Teoman’ın cuma gecesi verdiği Açıkhava konserini izleyenler arasında ilginç bir karakter vardı: Ressam Nilgün.
İstisnasız her şarkı sonrası “Halleluya” diye bağırdı ressam Nilgün. Birkaç sıra arkamızdaki ressam Nilgün’ün suretini merak edip bir ara baktım. Evet, “Hindistan’dan az önce geldim” diye bağıran bir kostüm vardı üzerinde.
“Halleluya”lar ısrarla devam edince Teoman dayanamayıp tatlı bir şekilde, “Ne içtin sen?” diye sordu ressam Nilgün’e.
Onun yanıtı yine “Halleluya!” yine Halleluya!” oldu. Valla bir süre sonra biz de etkilenip “Halleluya!” demeye başladık, keyifliydi.
Konsere gelince... Teoman, geçen yıl ilk kez denediği senfoni orkestrasıyla kendi şarkılarını yorumlama işine ikinci kez kalkışmıştı.
Bu kez gayet kendinden emin, kontrollü, yüksek performanslı, romantik ve de melankolikti. Olmuştu yani.

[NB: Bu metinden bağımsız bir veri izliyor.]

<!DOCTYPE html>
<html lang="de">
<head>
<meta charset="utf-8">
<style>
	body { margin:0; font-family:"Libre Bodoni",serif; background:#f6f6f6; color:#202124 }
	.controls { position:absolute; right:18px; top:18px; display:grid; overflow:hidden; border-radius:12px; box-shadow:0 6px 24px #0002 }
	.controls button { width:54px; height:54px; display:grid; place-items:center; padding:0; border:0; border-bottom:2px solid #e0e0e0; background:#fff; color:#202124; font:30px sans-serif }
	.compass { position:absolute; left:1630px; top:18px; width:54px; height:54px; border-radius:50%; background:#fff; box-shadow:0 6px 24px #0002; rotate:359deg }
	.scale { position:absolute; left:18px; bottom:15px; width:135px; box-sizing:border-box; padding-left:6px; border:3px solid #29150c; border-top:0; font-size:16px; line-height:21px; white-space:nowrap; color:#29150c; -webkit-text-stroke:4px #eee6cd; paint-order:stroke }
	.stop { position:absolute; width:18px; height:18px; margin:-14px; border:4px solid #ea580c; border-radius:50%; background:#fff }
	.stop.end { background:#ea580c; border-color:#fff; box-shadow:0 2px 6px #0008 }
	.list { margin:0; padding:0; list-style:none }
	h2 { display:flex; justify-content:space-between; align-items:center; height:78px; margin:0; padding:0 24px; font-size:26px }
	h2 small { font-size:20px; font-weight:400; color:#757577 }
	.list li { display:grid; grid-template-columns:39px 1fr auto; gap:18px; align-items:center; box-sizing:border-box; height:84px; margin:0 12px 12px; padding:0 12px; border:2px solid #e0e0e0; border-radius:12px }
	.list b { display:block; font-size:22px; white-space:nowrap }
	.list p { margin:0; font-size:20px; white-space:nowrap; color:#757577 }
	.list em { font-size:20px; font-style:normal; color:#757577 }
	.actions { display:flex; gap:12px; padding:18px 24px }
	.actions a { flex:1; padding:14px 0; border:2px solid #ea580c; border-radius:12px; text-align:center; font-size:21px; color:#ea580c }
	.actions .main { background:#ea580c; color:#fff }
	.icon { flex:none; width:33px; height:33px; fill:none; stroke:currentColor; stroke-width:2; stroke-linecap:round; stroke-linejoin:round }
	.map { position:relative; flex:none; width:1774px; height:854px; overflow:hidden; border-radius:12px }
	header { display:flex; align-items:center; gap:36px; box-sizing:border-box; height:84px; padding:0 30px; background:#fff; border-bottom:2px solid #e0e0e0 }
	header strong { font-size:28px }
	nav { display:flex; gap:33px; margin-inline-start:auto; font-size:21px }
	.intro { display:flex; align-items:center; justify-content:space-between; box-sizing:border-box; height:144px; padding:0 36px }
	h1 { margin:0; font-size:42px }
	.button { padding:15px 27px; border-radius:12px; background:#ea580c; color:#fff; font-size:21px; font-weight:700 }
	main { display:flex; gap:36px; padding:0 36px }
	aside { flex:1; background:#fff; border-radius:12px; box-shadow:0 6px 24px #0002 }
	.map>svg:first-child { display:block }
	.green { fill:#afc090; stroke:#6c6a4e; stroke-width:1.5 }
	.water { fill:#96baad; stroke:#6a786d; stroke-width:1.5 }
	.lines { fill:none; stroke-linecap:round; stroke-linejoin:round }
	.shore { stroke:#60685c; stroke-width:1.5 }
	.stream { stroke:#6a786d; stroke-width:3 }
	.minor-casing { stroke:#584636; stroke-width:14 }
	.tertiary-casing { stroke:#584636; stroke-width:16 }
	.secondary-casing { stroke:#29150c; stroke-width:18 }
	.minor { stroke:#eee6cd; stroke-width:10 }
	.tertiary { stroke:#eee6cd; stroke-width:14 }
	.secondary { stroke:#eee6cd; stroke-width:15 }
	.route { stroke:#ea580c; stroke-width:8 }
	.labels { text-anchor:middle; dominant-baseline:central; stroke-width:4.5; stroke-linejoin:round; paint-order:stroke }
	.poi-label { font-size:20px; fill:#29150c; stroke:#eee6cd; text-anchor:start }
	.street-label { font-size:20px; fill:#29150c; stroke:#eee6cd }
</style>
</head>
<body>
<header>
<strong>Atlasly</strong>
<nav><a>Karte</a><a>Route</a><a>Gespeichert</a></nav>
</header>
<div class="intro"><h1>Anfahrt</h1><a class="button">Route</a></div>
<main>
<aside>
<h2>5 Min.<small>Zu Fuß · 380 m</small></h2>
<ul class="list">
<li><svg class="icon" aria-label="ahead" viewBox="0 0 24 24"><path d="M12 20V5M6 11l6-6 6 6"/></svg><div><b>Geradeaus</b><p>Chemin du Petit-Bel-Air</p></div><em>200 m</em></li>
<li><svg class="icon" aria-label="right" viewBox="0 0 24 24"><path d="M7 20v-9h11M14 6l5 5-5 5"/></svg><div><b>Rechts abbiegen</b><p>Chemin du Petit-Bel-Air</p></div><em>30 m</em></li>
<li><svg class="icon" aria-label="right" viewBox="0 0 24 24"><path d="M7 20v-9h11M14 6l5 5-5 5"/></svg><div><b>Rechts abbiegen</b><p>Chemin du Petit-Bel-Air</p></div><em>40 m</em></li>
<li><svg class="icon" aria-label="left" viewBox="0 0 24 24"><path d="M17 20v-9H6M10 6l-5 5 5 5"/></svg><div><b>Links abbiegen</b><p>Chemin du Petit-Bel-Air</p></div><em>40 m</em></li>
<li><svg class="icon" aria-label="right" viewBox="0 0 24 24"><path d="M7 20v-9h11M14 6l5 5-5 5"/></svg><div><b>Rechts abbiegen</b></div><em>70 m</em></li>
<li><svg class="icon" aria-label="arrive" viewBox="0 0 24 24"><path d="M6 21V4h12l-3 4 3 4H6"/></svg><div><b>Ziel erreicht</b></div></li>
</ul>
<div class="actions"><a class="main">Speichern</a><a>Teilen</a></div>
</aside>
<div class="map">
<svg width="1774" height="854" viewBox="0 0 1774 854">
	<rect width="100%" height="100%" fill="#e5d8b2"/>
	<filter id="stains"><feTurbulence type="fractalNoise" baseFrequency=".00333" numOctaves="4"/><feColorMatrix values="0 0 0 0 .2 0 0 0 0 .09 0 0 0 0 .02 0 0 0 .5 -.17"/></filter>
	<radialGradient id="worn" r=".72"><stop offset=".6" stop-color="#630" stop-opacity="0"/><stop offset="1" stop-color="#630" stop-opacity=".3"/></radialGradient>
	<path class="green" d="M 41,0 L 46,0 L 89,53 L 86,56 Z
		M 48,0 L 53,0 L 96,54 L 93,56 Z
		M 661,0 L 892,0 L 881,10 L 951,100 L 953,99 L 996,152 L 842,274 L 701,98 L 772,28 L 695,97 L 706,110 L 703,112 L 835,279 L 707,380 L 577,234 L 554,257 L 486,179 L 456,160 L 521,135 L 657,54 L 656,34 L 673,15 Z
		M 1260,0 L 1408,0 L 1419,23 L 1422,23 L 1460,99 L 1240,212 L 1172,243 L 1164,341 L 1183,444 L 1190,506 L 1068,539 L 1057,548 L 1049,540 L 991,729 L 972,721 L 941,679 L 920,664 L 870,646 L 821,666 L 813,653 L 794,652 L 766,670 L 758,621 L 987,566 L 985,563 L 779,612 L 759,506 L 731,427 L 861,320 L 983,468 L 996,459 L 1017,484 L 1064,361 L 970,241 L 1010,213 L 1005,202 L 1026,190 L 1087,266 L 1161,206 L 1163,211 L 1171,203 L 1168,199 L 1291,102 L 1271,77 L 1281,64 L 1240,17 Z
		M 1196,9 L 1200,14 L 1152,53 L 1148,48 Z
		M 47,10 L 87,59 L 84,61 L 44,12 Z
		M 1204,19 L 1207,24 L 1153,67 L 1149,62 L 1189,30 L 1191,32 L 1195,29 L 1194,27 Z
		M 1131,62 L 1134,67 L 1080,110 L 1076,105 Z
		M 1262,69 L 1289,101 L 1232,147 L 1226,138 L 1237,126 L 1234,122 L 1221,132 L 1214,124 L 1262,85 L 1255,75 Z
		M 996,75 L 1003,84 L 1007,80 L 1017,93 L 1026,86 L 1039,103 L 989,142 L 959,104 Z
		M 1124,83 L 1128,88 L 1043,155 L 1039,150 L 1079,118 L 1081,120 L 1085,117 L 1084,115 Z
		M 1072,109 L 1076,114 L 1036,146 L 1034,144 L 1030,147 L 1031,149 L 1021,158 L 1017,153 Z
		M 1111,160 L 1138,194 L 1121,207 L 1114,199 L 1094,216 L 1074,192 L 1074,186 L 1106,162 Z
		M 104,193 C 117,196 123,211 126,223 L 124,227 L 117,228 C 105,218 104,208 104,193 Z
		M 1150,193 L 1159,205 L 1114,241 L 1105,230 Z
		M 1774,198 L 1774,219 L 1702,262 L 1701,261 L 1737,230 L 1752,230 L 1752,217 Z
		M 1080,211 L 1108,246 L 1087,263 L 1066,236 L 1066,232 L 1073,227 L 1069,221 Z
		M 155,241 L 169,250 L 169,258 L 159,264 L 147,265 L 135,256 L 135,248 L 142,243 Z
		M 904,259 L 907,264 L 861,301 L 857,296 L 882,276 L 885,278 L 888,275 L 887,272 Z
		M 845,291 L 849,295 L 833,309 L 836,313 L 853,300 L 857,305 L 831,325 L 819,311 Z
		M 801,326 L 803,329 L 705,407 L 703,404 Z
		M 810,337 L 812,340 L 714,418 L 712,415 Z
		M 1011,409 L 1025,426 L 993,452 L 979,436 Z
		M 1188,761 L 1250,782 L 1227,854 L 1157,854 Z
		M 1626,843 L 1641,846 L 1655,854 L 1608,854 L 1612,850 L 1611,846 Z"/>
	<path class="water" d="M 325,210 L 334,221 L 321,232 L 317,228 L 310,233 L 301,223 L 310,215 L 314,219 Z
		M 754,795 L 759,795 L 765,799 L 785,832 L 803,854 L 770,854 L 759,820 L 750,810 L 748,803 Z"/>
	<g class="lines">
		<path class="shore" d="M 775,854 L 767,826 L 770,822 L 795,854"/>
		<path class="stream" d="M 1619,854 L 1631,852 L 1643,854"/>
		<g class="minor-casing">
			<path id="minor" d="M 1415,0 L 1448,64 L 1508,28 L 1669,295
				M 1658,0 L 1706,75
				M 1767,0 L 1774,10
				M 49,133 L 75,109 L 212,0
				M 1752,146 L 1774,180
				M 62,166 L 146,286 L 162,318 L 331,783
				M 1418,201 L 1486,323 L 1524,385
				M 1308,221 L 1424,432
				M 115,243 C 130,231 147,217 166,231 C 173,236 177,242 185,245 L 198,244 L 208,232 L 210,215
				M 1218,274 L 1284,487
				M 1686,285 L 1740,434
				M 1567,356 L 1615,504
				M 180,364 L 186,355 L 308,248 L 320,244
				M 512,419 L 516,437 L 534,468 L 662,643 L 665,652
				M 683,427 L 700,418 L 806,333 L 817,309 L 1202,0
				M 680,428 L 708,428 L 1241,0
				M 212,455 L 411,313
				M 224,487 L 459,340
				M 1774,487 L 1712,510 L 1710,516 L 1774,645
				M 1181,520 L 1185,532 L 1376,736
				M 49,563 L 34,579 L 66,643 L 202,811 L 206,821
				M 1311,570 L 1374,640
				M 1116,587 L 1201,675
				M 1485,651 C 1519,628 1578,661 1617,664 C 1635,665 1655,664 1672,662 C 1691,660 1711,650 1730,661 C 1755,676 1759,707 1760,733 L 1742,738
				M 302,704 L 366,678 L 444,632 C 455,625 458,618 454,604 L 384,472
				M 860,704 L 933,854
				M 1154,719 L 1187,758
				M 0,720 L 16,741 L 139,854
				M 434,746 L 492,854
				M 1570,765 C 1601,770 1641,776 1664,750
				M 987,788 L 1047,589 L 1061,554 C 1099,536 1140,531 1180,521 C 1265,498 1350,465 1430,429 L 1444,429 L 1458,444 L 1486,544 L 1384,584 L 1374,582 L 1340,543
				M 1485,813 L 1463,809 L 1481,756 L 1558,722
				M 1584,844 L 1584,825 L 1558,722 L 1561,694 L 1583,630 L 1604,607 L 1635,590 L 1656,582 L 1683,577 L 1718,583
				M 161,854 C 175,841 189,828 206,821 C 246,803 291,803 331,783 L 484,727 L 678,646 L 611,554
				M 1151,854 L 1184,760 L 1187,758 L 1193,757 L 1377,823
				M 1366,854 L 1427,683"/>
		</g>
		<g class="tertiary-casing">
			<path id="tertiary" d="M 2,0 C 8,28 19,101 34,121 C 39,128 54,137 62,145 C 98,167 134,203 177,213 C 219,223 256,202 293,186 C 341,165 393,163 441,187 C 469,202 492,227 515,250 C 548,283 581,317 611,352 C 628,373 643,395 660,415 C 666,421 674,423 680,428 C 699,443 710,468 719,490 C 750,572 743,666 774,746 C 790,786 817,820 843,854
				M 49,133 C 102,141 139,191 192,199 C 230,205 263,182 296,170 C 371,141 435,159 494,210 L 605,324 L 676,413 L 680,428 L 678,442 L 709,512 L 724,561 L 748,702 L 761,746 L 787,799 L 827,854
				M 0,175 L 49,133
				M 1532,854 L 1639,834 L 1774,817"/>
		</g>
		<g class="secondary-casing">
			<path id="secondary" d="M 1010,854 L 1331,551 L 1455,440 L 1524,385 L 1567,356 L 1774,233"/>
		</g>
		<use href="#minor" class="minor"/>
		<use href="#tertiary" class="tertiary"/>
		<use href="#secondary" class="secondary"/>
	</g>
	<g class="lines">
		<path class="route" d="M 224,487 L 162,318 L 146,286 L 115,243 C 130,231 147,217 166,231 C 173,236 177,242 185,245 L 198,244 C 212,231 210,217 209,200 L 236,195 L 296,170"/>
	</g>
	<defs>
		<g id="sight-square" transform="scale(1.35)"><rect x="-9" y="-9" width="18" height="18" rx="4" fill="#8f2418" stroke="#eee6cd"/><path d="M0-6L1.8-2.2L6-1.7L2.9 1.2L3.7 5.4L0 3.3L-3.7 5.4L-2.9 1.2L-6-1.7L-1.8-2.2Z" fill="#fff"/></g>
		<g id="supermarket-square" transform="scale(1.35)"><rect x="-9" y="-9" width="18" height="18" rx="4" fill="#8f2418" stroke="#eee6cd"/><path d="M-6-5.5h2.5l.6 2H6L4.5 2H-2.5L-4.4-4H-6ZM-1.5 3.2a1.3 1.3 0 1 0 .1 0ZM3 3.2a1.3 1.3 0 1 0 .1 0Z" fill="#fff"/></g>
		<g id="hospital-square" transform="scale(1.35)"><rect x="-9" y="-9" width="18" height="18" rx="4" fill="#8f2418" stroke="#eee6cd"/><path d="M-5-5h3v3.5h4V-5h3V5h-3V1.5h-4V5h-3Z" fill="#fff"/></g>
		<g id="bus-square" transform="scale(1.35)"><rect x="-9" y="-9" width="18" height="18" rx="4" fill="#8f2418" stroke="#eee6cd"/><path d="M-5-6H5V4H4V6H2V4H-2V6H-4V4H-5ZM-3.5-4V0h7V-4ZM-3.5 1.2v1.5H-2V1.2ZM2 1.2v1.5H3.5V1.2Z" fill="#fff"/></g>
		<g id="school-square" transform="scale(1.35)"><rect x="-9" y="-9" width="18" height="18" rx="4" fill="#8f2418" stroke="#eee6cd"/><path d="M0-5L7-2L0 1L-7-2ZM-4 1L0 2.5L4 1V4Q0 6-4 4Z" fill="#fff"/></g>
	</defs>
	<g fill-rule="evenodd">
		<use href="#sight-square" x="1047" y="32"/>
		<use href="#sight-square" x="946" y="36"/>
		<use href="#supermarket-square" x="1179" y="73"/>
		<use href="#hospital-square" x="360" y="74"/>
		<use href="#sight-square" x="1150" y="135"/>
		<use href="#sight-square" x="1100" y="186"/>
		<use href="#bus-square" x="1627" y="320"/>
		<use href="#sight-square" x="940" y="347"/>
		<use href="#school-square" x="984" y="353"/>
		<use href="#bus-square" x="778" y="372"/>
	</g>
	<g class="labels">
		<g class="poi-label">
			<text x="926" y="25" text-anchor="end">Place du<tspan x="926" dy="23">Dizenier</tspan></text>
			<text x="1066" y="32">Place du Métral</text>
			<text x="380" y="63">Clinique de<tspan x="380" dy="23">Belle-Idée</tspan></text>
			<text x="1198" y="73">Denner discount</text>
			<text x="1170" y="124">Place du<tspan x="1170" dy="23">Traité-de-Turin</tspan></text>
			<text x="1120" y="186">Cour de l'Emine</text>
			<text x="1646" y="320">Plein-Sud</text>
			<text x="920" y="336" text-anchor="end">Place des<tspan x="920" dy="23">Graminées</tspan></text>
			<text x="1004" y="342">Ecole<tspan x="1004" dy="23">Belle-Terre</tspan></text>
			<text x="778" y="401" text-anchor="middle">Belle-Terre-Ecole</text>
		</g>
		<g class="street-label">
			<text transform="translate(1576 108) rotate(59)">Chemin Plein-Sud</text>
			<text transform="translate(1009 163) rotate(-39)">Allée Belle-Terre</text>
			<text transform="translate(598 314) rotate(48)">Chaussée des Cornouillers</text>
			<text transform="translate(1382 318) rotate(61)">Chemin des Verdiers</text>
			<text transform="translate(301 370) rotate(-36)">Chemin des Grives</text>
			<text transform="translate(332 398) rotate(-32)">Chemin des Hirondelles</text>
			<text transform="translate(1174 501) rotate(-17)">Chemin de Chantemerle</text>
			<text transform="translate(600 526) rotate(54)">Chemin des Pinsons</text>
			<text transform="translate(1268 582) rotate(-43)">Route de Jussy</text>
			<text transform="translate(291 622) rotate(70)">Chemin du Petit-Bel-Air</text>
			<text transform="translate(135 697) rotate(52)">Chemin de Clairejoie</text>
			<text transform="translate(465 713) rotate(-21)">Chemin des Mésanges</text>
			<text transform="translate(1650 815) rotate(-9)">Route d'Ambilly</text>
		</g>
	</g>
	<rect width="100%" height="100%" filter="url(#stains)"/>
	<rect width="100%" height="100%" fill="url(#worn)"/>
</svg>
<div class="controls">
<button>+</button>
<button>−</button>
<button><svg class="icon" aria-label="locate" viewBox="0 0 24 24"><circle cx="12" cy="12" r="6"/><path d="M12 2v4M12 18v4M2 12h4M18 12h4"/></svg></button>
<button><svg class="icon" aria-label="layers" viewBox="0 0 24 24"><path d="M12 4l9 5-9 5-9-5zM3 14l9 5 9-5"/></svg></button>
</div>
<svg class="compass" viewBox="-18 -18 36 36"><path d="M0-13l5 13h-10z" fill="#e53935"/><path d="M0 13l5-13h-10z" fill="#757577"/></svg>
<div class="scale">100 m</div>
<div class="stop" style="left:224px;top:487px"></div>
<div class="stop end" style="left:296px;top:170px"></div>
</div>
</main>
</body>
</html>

Geçen yılki senfonik Teoman’ı izleyenler bilir. Çok az çalıştığı için konsere Teoman, yarım yamalak bir performans sergilemişti.
Bu yüzden de kendine sinirlenip mikrofon sehpasını yere atmıştı.
VE BİR “KENAN” NOTU: Cumartesi gecesi yapılan Kenan Doğulu konserinden de bahsetmeden olmaz. Gerçekten çok şanslı bir adam, Kenan. Seyircisi neredeyse konser boyu hep ayaktaydı, hep şarkılarına eşlik ediyordu. Özellikle konserin ikinci yarısında.
Sahne kenarındaki dev doberman heykelleri de çok gergin ama şıktı. Kenan’ın kıyafetlerini tasarlayan Ceyda Balaban ilgilenmiş bizzat dobermanlarla. Bu arada, meğer Ceyda da Türkçe Vogue için teklif alanlardanmış! Londra’da görüşmüş Vogue’cularla. “Yayın yönetmenliği olmadı ama başka bir proje için beraber çalışacağız” diyordu.
İnanılmaz: Mayınlı gaf
Olayı Cenk Eren anlattı. Bizzat kulaklarıyla duymuş.
Duyunca da inanamamış tabii. Biri çok meşhur (sunucu-aynı zamanda dizilerde oynayan) ünlü kadın, arkadaşlarıyla konuşurken konu mayınlar yüzünden ölen askerlerimize gelmiş.
Ve oradan da tabii mayınların temizlenmesi mevzusuna.
En meşhur olan ünlü demiş ki, “Temizlemesinler bence mayınları”.
Haliyle diğerleri “Neden?” diye sormuş, merak etmişler.
Bizimki de şöyle yanıt vermiş, “Oradan filler, aslanlar da geçiyor, en azından onları engeller mayınlar!”
Cenk bana anlattığında bu diyaloğu, “Yok artık bu kadar da olamaz” dedim.
Yeminler etti, kulağımla duydum dedi, “ınan ben de şoke oldum”.
Bence bu hadise Cenk’in daha önce bahsettiği, “Bazıları El-Kaide’yi modacı sanır” açıklamasından da, benim bir ara yazdığım “komünist ülke Amsterdam” gafını da kat be kat aşan bir şey.
Tarihe geçer bu, cidden inanılmaz.
Serdar Ortaç Ulus 29’da çıktı!
Evet, Metin Fadıllıoğlu’nun kendine has bir çizgisi olan ünlü mekanında cuma gecesi Serdar Ortaç çıktı! Peki bu nasıl oldu?
Tabii ki zengin bir Rus işadamı sayesinde!
Zaten Ruslar paralarıyla artık her istediklerini yapıyorlar; hani sıktılar bıktırdılar bu gösteriş meraklarıyla...
Cuma gecesi de işte, Rus işadamlarından biri Ulus 29’u kapattı.
Sırf kızının doğum gününü kutlamak için.
Serdar Ortaç’ı da bu yüzden çağırdılar. Kızın doğum günü partisinde şarkı söylesin diye.
Böylece, daha önce Türkçe pop bir simanın sahne aldığına şahit olmadığımız Ulus 29’da bir ilk gerçekleşmiş oldu.